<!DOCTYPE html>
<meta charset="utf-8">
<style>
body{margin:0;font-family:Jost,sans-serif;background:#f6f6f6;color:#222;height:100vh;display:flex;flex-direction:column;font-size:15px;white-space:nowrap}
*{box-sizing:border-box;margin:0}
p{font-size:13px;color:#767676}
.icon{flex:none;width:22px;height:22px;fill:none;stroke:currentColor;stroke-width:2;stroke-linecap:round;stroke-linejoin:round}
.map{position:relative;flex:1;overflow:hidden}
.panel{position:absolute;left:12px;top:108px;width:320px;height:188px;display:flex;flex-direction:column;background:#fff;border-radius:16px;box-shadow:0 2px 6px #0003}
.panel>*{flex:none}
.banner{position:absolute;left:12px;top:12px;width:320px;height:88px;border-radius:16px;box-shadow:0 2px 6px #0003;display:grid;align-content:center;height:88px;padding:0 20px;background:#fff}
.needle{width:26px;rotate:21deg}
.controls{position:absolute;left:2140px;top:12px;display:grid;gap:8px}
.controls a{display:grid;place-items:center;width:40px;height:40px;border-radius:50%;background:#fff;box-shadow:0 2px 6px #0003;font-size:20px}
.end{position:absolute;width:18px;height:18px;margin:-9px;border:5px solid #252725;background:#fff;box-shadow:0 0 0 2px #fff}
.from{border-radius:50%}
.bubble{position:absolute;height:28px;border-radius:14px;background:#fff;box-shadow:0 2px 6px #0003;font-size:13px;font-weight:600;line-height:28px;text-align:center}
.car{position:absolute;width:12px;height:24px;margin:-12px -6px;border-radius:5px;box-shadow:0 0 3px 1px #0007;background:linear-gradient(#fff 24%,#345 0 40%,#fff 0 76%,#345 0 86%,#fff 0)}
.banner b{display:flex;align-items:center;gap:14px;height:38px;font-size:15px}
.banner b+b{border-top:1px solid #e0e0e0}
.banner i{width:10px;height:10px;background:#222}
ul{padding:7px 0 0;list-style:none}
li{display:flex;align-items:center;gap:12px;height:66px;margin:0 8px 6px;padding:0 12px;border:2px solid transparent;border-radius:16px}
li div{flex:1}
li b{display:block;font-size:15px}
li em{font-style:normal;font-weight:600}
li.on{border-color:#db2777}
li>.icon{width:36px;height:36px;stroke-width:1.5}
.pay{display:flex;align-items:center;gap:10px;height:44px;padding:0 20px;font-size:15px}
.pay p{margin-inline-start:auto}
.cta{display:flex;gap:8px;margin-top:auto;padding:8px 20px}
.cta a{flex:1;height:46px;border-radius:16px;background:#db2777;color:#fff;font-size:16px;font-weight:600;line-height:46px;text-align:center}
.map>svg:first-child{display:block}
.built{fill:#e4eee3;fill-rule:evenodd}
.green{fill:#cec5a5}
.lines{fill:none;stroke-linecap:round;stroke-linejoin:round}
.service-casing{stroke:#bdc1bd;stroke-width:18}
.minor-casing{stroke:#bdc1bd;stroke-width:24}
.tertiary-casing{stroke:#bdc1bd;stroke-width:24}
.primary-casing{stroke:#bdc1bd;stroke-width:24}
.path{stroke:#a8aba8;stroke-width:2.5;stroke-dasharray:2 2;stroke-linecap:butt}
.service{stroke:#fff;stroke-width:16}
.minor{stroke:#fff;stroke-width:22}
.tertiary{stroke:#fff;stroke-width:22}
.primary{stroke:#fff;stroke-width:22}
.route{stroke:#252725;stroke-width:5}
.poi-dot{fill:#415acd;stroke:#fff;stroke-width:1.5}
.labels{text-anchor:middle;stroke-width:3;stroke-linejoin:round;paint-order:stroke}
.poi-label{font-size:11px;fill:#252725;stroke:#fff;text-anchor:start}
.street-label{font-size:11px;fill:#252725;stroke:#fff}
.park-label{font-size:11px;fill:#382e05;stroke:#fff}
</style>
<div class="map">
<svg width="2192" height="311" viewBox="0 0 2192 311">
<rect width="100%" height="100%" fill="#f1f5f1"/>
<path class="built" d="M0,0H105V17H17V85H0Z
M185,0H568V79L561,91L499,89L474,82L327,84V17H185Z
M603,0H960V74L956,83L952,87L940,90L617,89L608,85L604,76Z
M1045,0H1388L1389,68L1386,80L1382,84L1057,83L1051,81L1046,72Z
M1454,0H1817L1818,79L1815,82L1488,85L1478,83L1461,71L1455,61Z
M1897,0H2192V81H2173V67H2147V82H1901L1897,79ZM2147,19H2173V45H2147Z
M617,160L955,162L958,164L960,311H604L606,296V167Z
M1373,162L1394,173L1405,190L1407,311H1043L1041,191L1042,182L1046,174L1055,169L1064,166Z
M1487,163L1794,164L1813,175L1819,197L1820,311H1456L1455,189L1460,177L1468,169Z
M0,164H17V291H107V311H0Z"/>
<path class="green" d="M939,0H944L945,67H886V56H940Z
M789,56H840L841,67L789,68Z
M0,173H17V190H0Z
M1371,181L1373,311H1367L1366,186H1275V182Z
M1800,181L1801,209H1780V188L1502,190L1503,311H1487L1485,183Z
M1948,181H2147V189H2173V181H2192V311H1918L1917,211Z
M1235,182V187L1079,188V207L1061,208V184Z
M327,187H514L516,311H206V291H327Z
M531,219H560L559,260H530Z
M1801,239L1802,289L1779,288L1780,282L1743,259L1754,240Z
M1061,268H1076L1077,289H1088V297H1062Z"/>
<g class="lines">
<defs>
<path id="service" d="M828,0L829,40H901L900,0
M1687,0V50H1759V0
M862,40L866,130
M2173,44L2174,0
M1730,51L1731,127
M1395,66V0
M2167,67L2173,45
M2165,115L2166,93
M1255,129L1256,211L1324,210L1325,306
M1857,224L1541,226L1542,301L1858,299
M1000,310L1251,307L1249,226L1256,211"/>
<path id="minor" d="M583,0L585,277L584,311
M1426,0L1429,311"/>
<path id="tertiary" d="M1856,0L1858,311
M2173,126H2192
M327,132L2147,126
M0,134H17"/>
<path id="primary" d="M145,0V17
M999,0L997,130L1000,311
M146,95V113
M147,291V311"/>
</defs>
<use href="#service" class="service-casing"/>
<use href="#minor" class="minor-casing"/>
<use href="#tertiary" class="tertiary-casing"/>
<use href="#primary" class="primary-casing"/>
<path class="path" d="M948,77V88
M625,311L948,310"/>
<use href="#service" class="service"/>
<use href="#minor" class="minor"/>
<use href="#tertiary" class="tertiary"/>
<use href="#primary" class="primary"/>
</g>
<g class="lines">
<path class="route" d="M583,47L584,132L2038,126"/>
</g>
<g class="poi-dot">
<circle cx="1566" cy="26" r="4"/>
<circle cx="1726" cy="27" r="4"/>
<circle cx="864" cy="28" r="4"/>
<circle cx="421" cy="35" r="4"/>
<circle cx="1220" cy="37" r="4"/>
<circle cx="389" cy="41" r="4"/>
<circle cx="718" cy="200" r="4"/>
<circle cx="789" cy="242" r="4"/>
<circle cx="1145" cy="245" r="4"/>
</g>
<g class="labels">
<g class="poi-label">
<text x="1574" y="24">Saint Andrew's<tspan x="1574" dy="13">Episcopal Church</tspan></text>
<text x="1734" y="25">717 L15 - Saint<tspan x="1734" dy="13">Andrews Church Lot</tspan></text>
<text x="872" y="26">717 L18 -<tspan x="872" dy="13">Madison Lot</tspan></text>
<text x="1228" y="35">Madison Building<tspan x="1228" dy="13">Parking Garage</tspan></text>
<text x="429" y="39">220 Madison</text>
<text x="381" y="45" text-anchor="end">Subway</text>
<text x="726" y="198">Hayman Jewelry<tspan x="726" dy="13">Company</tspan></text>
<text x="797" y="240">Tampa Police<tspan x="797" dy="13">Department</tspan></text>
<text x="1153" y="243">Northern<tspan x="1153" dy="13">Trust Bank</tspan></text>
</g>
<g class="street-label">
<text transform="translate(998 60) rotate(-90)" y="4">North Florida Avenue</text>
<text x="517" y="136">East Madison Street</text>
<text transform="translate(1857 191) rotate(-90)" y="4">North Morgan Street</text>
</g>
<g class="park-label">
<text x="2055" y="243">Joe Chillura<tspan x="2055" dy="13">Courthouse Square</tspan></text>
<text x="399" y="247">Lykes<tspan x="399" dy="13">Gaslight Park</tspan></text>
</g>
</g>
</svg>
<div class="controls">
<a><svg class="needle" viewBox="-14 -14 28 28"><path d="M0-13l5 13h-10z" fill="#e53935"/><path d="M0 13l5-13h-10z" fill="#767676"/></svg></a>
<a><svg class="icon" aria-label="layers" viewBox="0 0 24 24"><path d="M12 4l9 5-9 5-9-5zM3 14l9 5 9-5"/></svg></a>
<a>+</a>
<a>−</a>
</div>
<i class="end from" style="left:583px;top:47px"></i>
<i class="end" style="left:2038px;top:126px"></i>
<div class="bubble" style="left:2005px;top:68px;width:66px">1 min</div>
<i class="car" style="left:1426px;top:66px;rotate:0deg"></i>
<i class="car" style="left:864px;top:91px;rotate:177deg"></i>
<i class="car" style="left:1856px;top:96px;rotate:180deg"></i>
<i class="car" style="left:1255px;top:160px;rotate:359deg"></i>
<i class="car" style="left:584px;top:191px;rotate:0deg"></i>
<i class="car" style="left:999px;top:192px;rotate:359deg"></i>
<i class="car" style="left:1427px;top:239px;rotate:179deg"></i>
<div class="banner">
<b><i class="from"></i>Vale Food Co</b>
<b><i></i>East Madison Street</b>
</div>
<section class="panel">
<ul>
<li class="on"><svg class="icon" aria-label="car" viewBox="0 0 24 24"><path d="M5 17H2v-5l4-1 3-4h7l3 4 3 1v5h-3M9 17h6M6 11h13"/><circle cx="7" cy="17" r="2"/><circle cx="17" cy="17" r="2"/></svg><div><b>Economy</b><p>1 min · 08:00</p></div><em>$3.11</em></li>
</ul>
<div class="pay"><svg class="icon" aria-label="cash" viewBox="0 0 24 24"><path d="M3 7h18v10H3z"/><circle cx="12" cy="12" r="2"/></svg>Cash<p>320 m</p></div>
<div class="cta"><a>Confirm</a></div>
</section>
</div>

......

Copy out each line in the listing that has the word "casing".

.service-casing{stroke:#bdc1bd;stroke-width:18}
.minor-casing{stroke:#bdc1bd;stroke-width:24}
.tertiary-casing{stroke:#bdc1bd;stroke-width:24}
.primary-casing{stroke:#bdc1bd;stroke-width:24}
<use href="#service" class="service-casing"/>
<use href="#minor" class="minor-casing"/>
<use href="#tertiary" class="tertiary-casing"/>
<use href="#primary" class="primary-casing"/>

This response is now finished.